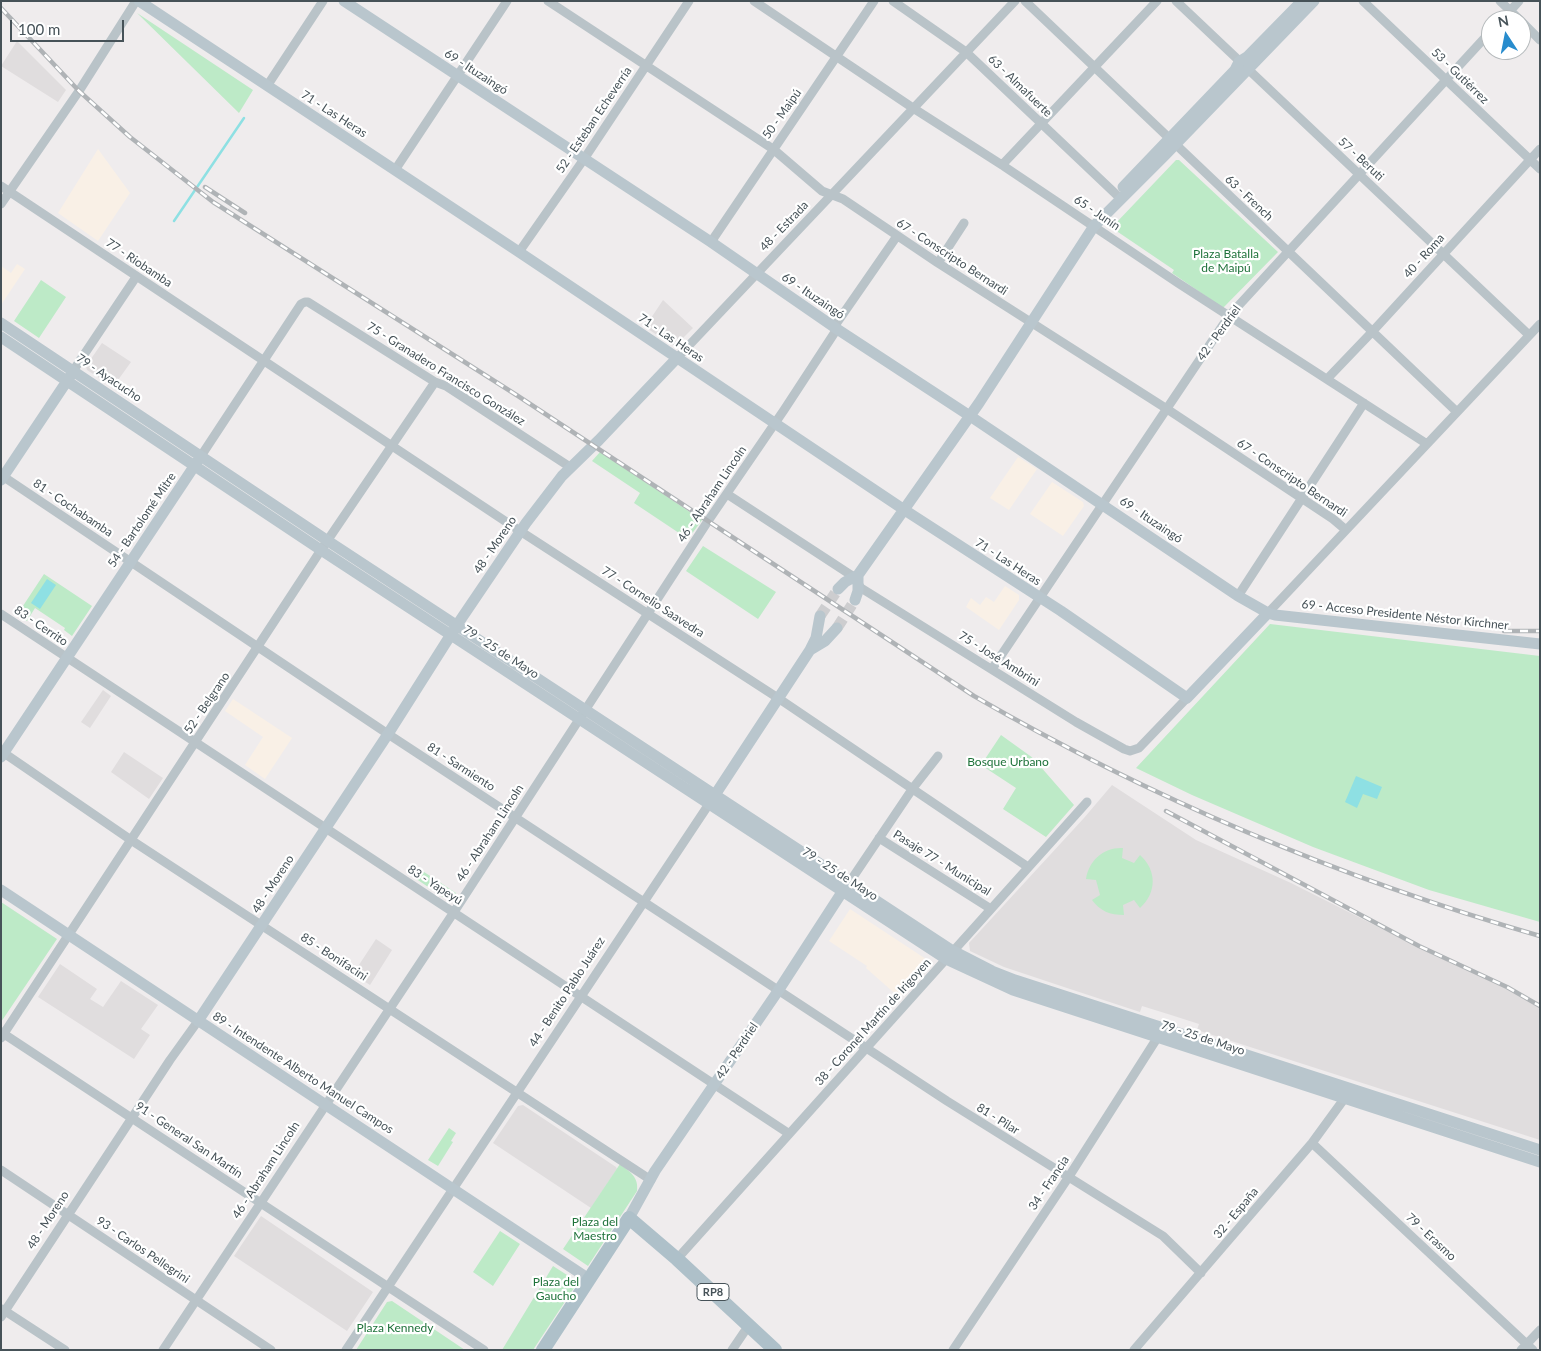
<!DOCTYPE html>
<html>
<head>
<meta charset="utf-8">
<style>
	body { margin:0 }
	#map { position:relative; width:1541px; height:1351px; overflow:hidden; background:#efeced; font-family:Lato,sans-serif }
	canvas { display:block }
	.frame { position:absolute; inset:0; border:2px solid #465258; pointer-events:none }
	.north { position:absolute; left:1481px; top:10px; width:50px; height:50px; box-sizing:border-box; background:#fff; border:1px solid #b5babc; border-radius:50%; rotate:349deg; font-size:14px; font-weight:700; line-height:20px; text-align:center; color:#465258 }
	.north::after { content:''; display:block; margin:auto; width:18px; height:22px; background:#288ccd; clip-path:polygon(50% 0,100% 100%,50% 72%,0 100%) }
	.scale { position:absolute; left:10px; top:20px; width:114px; height:22px; box-sizing:border-box; border:2px solid #465258; border-top:0; padding-left:6px; font-size:15px; line-height:18px; white-space:nowrap; color:#465258; -webkit-text-stroke:4px #fff; paint-order:stroke }
</style>
</head>
<body>
<div id="map">
<canvas width="1541" height="1351"></canvas>
<div class="frame"></div>
<div class="north">N</div>
<div class="scale">100 m</div>
</div>
<script>
const c = document.querySelector('canvas').getContext('2d');
c.lineJoin = 'round';
function paint(path, color) { c.fillStyle = color; c.fill(path, 'evenodd'); }
function stroke(path, color, width, dash) { c.strokeStyle = color; c.lineWidth = width; c.lineCap = dash ? 'butt' : 'round'; c.setLineDash(dash || []); c.stroke(path); }
function drawText(font, color, halo, rows, align = 'center') {
  c.font = font + ' Lato,sans-serif'; c.lineWidth = 4.5; c.setLineDash([]); c.textBaseline = 'middle'; c.strokeStyle = halo; c.fillStyle = color; for (const [text, x, y, turn = 0] of rows) {
    c.save(); c.translate(x, y); c.rotate((+turn || 0) * Math.PI / 180); c.textAlign = isNaN(turn) ? turn : align; if (halo) c.strokeText(text, 0, 0); c.fillText(text, 0, 0); c.restore();
  }
}
paint(new Path2D(`
	M98,149L130,193L98,241L58,213Z
	M17,264L25,269L1,305V266L11,273Z
	M1018,457L1037,469L1009,510L990,498Z
	M1052,482L1083,502L1084,506L1063,536L1030,514Z
	M1005,586L1019,595V600L999,630L966,607L971,598L980,605L986,597L994,602Z
	M233,699L292,738L265,779L245,765L263,737L225,711Z
	M850,909L932,963L900,998L866,968L867,966L829,941Z`), '#f9f0e6');
paint(new Path2D(`
	M17,41L66,90L58,102L1,66Z
	M663,300L693,328L676,345H672L645,327Z
	M102,343L131,362L113,387L87,370L86,366Z
	M103,690L111,696L90,728L81,722Z
	M124,752L163,778L149,799L111,772Z
	M1112,785L1196,840L1291,883L1438,957L1540,1003V1140L1197,1030L1199,1024L1171,1015L1142,1006L1140,1012L1067,988L1004,967L970,951L969,943L1084,818Z
	M376,939L392,950L370,985L353,974Z
	M60,964L97,989L90,999L103,1007L121,981L158,1005L141,1029L150,1035L134,1059L38,997Z
	M523,1105L616,1167L617,1169L591,1208L493,1143L518,1106Z
	M261,1216L373,1292L347,1331L234,1256Z`), '#e0ddde');
paint(new Path2D(`
	M137,13L253,90L239,113Z
	M1176,160H1179L1278,252L1223,308L1172,273L1174,270L1115,230V224Z
	M41,280L66,297L39,338L14,321Z
	M600,452L702,520L688,539L634,503L640,493L592,461Z
	M703,546L776,592L758,619L686,571Z
	M44,574L92,606L72,636L64,630L65,628L35,608L27,621L17,615Z
	M1270,624L1540,656V922L1429,890L1313,847L1192,795L1136,768Z
	M1001,735L1033,758L1074,805L1046,837L1003,809L1016,788L981,765Z
	M1123,848L1122,858L1134,863L1140,855C1157,870 1157,893 1140,908L1134,900L1123,905L1124,915C1110,915 1100,911 1092,900L1100,895L1096,880L1086,879C1089,860 1104,847 1123,848Z
	M415,866L456,893L455,895L443,897L409,874Z
	M1,902L57,939L1,1022Z
	M449,1128L456,1133L451,1141L453,1142L438,1166L428,1160Z
	M620,1164C630,1172 639,1177 637,1191L588,1266L563,1249Z
	M500,1231L520,1244L493,1286L473,1272Z
	M553,1266L578,1282L533,1350H502Z
	M392,1301L465,1350H356L387,1302Z`), '#bdeac7');
paint(new Path2D(`
	M47,579L56,585L40,609L31,603Z
	M1356,776L1382,787L1377,799L1363,794L1357,808L1345,802Z`), '#8ee0e3');
stroke(new Path2D(`
	M174,221L244,118`), '#8ee0e3', 2.5);
stroke(new Path2D(`
	M820,616L838,589
	M837,628L855,600`), '#cdcdcf', 11, [11, 5.5]);
stroke(new Path2D(`
	M548,1L773,149L822,191L843,199L938,263L1167,409L1333,519L1346,530
	M754,1L913,108L1002,165L1178,283L1427,444
	M893,1L966,52L1121,199
	M1025,1L1457,412
	M1176,1L1529,335
	M1363,1L1540,169
	M1500,1L1520,20
	M1502,20L1519,1
	M1521,21L1540,40
	M267,86L323,1
	M1002,165L1157,1
	M395,170L507,1
	M1,186L520,531L778,698L1028,867
	M1,204L79,91L136,1
	M711,242L874,1
	M519,252L584,159L689,1
	M938,263L964,223
	M834,327L897,236
	M677,358L1015,1
	M73,371L136,277
	M1327,379L1372,332L1540,149
	M201,456L301,304L305,302H308L435,382L446,386L570,467
	M1,475L388,734L947,1101L1163,1236L1201,1273
	M727,494L854,577
	M858,584L861,588L1076,722L1124,749L1130,751L1139,748L1187,698
	M1238,596L1364,403
	M1268,613L1540,324
	M1,614L788,1133
	M992,669L1229,316L1491,31
	M1,751L131,840L651,1180
	M879,838L991,909
	M849,883L913,788L938,756
	M1,1032L484,1350
	M1,1038L321,550L435,382
	M1312,1143L1533,1350
	M1,1170L271,1350
	M677,1259C813,1106 950,954 1087,802
	M2,1309L65,1350
	M1,1317L170,1060L198,1021
	M163,1350L454,912L708,521L784,410L837,329
	M346,1350L709,804
	M732,1350L749,1325
	M953,1350L1068,1178L1161,1032
	M1134,1350L1312,1143L1347,1095
	M1521,1350L1540,1330`), '#b9c3c8', 9);
stroke(new Path2D(`
	M139,1L519,252L903,509L1061,611L1187,698L1268,613
	M344,1L711,242L837,329L970,416L1238,596L1268,613L1275,615L1540,644
	M1123,187L1235,70L1239,62L1247,57L1302,1
	M1,323L328,541L953,951L992,971L1015,980L1540,1150
	M1,337L321,550L946,959L1013,990L1540,1162
	M1,480L71,375
	M838,589L845,582L858,575L979,403L1094,226L1166,154L1314,1
	M855,600L858,591V575
	M810,650L825,641L837,628
	M1,757L197,462
	M711,801L810,650L816,638L820,616
	M1,890L589,1279
	M198,1021L388,734L457,625L526,523L562,476L599,440L677,358
	M629,1218L655,1171L778,991L846,886`), '#b9c6cd', 11);
stroke(new Path2D(`
	M543,1350L629,1218L677,1259L775,1350`), '#aec0c9', 14);
const rail = new Path2D(`
	M1,8L79,91L130,137L213,202L518,396L974,696C1152,799 1343,879 1540,936
	M205,187L245,213
	M1504,631H1540
	M1166,811L1419,946L1507,987L1540,1006`);
stroke(rail, '#afb3b6', 4.5);
stroke(rail, '#fff', 2.5, [8]);
for (const [x, y, w] of [
	[713,1292,32]
]) { const box = new Path2D(); box.roundRect(x - w / 2, y - 8.5, w, 17, 4); c.fillStyle = '#fff'; c.fill(box); stroke(box, '#465258', 1); }
drawText('bold 11px', '#465258', null, [
	["RP8",713,1292]
]);
drawText('12px', '#465258', '#fff', [
	["69 - Ituzaingó",476,72,33],
	["53 - Gutiérrez",1460,76,44],
	["63 - Almafuerte",1020,86,44],
	["71 - Las Heras",334,114,33],
	["50 - Maipú",782,114,-55],
	["52 - Esteban Echeverría",594,120,-56],
	["57 - Beruti",1361,159,43],
	["63 - French",1249,198,43],
	["65 - Junín",1097,213,34],
	["48 - Estrada",784,226,-46],
	["40 - Roma",1424,256,-48],
	["67 - Conscripto Bernardi",952,257,33],
	["77 - Riobamba",139,263,34],
	["69 - Ituzaingó",813,296,34],
	["42 - Perdriel",1219,333,-54],
	["71 - Las Heras",671,338,34],
	["75 - Granadero Francisco González",446,374,32],
	["79 - Ayacucho",109,378,34],
	["67 - Conscripto Bernardi",1292,478,34],
	["46 - Abraham Lincoln",712,494,-56],
	["81 - Cochabamba",73,508,34],
	["54 - Bartolomé Mitre",142,520,-56],
	["69 - Ituzaingó",1151,520,34],
	["48 - Moreno",495,545,-56],
	["71 - Las Heras",1008,562,33],
	["77 - Cornelio Saavedra",653,602,33],
	["69 - Acceso Presidente Néstor Kirchner",1405,615,6],
	["83 - Cerrito",41,626,34],
	["79 - 25 de Mayo",501,652,33],
	["75 - José Ambrini",999,659,32],
	["52 - Belgrano",207,703,-56],
	["81 - Sarmiento",461,767,33],
	["46 - Abraham Lincoln",490,833,-57],
	["Pasaje 77 - Municipal",942,863,32],
	["79 - 25 de Mayo",840,874,33],
	["48 - Moreno",273,884,-57],
	["83 - Yapeyú",435,885,33],
	["85 - Bonifacini",334,957,33],
	["44 - Benito Pablo Juárez",567,992,-57],
	["38 - Coronel Martín de Irigoyen",873,1022,-48],
	["79 - 25 de Mayo",1203,1038,18],
	["42 - Perdriel",737,1051,-56],
	["89 - Intendente Alberto Manuel Campos",303,1073,33],
	["81 - Pilar",998,1119,32],
	["91 - General San Martín",189,1140,34],
	["46 - Abraham Lincoln",266,1170,-57],
	["34 - Francia",1049,1183,-56],
	["32 - España",1236,1213,-50],
	["48 - Moreno",48,1220,-57],
	["79 - Erasmo",1431,1237,43],
	["93 - Carlos Pellegrini",143,1250,34]
]);
drawText('12px', '#1e723a', '#fff', [
	["Plaza Batalla",1226,254],
	["de Maipú",1226,268],
	["Bosque Urbano",1008,762],
	["Plaza del",595,1222],
	["Maestro",595,1236],
	["Plaza del",556,1282],
	["Gaucho",556,1296],
	["Plaza Kennedy",395,1328]
]);
</script>
</body>
</html>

→ **HOW TO COMPLETE THIS TASK**
Please extract exactly the lines of the data, from the first through the line containing "function paint(path, color)", and add no pictures to the copy.

→ **EXERCISE ANSWER**
<!DOCTYPE html>
<html>
<head>
<meta charset="utf-8">
<style>
	body { margin:0 }
	#map { position:relative; width:1541px; height:1351px; overflow:hidden; background:#efeced; font-family:Lato,sans-serif }
	canvas { display:block }
	.frame { position:absolute; inset:0; border:2px solid #465258; pointer-events:none }
	.north { position:absolute; left:1481px; top:10px; width:50px; height:50px; box-sizing:border-box; background:#fff; border:1px solid #b5babc; border-radius:50%; rotate:349deg; font-size:14px; font-weight:700; line-height:20px; text-align:center; color:#465258 }
	.north::after { content:''; display:block; margin:auto; width:18px; height:22px; background:#288ccd; clip-path:polygon(50% 0,100% 100%,50% 72%,0 100%) }
	.scale { position:absolute; left:10px; top:20px; width:114px; height:22px; box-sizing:border-box; border:2px solid #465258; border-top:0; padding-left:6px; font-size:15px; line-height:18px; white-space:nowrap; color:#465258; -webkit-text-stroke:4px #fff; paint-order:stroke }
</style>
</head>
<body>
<div id="map">
<canvas width="1541" height="1351"></canvas>
<div class="frame"></div>
<div class="north">N</div>
<div class="scale">100 m</div>
</div>
<script>
const c = document.querySelector('canvas').getContext('2d');
c.lineJoin = 'round';
function paint(path, color) { c.fillStyle = color; c.fill(path, 'evenodd'); }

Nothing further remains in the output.